9.4.4 – Bobby Orr Community Centre (BOCC) – Gas Pipe Relocation. Resolution. That Council accept the change order from J. G. Fitzgerald & Sons Ltd. for relocation of the gas pipe at the BOCC in the amount of $32,153.00 excluding HST; and engineering/consulting fees; and That the project be funded from the Building Replacement Reserve.

9.5.1 – 2018 Land Ambulance Budget. Resolution. That upon recommendation of the EMS Advisory Committee the Council of the Town of Parry Sound adopts the 2018 Land Ambulance Budget in the amount of $9,477,716.

9.5.2 – Auto Pulse. Resolution. That upon the recommendation of the EMS Advisory Committee the Council of the Town of Parry Sound authorize the purchase of 10 Auto Pulse devices and ancillary equipment from Zoll Medical Canada in the amount of $173,722.59.

9.5.3 – 2018 Ambulance Purchases. Resolution. That upon the recommendation of the EMS Advisory Committee, Council approve the purchase of two ambulances from Crestline Coach in the amount of $111,392 each inclusive of the trade in value ($11,000) for our current units being replaced, to be delivered in late winter of 2018.

9.5.4 – Surplus EMS Vehicle. Resolution. That upon the recommendation of the EMS Advisory Committee, the Council of the Town of Parry Sound allocate a surplus 2011 Ford E350 Ambulance to the Whitestone Fire Department at no cost.

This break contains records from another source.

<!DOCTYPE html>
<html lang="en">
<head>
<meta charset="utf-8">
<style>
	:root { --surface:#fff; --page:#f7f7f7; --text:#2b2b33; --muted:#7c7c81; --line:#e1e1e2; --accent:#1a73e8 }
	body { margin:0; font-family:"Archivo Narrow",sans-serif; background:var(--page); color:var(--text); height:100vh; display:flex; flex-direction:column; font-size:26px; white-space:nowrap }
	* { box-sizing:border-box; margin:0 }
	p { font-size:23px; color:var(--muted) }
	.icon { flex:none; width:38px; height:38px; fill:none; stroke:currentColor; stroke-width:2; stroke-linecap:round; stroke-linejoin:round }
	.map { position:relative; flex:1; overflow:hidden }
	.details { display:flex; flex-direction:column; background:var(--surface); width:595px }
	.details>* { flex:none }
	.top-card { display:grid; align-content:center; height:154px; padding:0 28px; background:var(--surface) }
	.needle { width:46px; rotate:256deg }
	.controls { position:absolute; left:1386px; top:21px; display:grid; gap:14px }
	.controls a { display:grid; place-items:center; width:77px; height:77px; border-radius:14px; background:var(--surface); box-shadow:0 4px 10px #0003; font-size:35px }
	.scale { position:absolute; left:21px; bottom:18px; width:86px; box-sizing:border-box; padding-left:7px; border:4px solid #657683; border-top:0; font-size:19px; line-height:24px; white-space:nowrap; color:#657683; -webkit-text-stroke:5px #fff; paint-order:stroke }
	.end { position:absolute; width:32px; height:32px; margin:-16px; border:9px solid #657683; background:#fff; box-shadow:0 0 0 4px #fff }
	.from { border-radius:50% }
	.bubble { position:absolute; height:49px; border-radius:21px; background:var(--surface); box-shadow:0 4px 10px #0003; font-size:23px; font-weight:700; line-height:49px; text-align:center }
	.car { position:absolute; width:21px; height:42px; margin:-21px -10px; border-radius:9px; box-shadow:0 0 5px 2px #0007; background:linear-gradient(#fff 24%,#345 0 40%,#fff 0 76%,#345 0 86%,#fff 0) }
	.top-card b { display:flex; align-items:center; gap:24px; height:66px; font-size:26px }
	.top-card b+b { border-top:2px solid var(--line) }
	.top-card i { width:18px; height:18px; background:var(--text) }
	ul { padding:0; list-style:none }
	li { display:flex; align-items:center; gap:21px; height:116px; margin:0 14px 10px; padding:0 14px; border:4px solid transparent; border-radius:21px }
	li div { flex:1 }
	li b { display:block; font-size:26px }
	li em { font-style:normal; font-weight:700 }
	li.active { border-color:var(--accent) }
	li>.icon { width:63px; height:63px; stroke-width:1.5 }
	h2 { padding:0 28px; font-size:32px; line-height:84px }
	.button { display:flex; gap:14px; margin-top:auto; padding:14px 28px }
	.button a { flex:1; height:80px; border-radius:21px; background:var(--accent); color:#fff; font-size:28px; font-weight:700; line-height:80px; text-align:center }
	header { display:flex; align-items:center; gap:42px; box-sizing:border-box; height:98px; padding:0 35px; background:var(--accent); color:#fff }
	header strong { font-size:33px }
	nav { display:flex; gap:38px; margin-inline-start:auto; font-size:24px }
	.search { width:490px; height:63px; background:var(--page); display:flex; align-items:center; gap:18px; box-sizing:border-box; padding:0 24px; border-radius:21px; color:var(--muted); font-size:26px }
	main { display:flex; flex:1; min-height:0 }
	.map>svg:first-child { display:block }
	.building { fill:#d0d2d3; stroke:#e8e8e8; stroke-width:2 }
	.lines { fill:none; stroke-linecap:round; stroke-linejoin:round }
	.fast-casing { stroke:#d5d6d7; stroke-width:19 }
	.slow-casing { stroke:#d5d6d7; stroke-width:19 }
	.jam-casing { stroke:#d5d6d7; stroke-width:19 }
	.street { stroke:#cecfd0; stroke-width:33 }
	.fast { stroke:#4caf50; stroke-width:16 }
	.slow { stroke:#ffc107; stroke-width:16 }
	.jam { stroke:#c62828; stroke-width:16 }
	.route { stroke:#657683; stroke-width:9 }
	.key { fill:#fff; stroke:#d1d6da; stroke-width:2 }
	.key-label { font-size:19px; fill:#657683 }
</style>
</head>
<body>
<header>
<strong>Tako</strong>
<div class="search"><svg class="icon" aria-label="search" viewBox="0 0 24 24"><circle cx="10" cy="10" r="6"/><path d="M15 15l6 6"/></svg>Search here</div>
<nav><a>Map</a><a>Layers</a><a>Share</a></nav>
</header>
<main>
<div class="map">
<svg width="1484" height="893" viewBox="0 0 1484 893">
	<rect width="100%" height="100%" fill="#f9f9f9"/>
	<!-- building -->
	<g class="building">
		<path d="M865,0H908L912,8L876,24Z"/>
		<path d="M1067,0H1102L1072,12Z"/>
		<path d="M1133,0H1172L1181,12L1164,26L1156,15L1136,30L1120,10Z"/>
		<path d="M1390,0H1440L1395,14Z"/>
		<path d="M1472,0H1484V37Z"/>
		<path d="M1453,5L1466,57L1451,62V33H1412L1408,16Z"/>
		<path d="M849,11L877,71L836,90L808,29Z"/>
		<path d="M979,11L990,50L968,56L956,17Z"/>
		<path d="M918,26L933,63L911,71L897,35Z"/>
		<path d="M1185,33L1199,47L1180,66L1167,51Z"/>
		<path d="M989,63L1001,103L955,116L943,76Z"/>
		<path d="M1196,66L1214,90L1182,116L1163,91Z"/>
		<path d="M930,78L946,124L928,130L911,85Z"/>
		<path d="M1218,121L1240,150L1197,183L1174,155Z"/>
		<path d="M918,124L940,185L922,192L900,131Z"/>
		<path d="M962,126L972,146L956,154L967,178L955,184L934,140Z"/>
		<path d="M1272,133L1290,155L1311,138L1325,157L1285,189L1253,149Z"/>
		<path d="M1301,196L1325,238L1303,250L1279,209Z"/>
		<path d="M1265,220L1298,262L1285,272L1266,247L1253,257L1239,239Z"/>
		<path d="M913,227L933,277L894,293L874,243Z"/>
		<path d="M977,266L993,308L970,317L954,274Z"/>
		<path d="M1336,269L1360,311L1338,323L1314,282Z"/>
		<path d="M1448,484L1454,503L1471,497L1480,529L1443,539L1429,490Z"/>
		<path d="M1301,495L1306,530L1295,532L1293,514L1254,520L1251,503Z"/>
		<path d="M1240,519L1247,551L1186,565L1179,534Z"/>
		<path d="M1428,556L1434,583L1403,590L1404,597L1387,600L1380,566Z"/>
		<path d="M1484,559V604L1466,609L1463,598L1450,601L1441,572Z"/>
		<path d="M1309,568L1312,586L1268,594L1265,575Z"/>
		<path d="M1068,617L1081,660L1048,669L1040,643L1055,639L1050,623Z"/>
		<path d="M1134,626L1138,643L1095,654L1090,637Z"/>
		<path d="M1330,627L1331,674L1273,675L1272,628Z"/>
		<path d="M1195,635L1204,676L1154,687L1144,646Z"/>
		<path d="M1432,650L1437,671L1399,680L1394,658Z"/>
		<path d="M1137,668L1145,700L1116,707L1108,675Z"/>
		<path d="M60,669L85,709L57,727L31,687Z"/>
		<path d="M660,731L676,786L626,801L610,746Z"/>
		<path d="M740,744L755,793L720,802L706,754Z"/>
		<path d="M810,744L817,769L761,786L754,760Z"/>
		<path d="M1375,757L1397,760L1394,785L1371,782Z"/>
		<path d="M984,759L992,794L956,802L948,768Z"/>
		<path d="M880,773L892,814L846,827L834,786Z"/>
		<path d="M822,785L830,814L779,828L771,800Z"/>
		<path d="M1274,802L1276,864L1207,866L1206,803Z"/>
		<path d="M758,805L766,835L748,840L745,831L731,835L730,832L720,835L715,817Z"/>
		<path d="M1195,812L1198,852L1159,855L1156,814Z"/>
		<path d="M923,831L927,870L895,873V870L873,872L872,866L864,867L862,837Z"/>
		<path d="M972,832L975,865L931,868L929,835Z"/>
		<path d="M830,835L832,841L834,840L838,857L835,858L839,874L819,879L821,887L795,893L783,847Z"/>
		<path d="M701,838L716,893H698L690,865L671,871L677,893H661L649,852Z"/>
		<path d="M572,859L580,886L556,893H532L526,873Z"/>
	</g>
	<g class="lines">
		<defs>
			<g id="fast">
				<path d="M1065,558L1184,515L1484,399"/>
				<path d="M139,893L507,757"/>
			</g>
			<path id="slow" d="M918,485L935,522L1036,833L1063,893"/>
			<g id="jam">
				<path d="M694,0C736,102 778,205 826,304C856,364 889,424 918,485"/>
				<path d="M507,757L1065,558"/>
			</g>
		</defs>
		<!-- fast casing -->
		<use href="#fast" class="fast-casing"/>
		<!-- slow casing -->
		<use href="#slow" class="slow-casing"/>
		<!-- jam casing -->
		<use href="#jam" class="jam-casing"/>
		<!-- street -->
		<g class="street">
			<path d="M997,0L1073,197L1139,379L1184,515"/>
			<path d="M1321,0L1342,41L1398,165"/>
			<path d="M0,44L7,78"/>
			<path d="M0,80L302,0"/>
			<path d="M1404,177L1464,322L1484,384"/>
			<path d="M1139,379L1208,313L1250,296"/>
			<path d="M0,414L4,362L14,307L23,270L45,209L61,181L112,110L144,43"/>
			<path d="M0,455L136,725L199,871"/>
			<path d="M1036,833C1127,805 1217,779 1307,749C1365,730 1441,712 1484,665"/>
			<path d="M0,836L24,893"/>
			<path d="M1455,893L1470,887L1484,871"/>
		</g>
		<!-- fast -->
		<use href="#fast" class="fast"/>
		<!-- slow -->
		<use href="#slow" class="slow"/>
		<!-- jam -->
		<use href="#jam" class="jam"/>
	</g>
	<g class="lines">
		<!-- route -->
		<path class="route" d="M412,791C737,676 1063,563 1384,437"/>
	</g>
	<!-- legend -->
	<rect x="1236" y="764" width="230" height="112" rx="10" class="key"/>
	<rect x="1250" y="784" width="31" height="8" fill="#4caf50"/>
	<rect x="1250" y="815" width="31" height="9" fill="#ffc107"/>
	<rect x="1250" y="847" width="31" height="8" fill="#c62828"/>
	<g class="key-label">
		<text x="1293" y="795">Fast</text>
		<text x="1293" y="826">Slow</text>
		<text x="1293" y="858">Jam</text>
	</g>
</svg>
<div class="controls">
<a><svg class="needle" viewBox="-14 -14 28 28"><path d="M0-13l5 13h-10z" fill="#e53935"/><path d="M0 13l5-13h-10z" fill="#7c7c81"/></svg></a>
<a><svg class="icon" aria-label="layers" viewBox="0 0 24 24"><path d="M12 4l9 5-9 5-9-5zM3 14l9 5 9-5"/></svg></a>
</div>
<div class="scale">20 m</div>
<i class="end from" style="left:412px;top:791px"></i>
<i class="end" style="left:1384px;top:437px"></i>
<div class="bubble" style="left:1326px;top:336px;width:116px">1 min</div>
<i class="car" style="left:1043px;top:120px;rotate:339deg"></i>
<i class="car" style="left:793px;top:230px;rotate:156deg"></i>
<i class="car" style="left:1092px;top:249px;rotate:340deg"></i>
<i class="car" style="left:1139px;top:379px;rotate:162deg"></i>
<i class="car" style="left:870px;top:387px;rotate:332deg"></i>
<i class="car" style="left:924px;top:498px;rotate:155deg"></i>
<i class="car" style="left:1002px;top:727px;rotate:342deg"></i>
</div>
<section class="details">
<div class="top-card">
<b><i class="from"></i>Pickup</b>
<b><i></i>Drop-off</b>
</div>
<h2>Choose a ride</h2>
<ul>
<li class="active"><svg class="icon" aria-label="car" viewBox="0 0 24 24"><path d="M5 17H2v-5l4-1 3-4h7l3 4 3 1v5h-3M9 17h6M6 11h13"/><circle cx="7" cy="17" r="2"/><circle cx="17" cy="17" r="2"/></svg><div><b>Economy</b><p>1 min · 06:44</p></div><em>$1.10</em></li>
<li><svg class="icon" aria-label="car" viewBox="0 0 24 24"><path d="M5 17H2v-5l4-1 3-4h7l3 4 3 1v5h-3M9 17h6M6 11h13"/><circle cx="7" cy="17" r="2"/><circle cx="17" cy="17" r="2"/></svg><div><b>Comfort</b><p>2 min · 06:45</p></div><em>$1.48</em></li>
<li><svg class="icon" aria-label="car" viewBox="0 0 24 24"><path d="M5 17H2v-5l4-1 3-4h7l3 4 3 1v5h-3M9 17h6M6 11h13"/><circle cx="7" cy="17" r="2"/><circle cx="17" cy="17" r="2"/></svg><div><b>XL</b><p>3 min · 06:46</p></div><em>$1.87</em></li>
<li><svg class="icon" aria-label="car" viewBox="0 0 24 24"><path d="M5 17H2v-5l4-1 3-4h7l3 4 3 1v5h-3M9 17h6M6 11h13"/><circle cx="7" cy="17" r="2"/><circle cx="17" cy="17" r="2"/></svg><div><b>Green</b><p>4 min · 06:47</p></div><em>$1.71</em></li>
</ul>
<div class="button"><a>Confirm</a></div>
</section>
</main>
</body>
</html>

10.1.1 – Contract for 2018 Municipal Election eVoting Services. By-Law 2017 – 6778. Being a By-law to authorize the execution of a contract with Intelivote Systems Inc. for the provision of an electronic voting system incorporating voting through telephone and secure internet connections for the 2018 Municipal Election.

It hardly seems worth attending the meeting this coming week. There are no items of real importance on the agenda, nor is there likely to be any significant discussion. But, the meeting may not be broadcast based on challenges with the Town’s Live Stream service.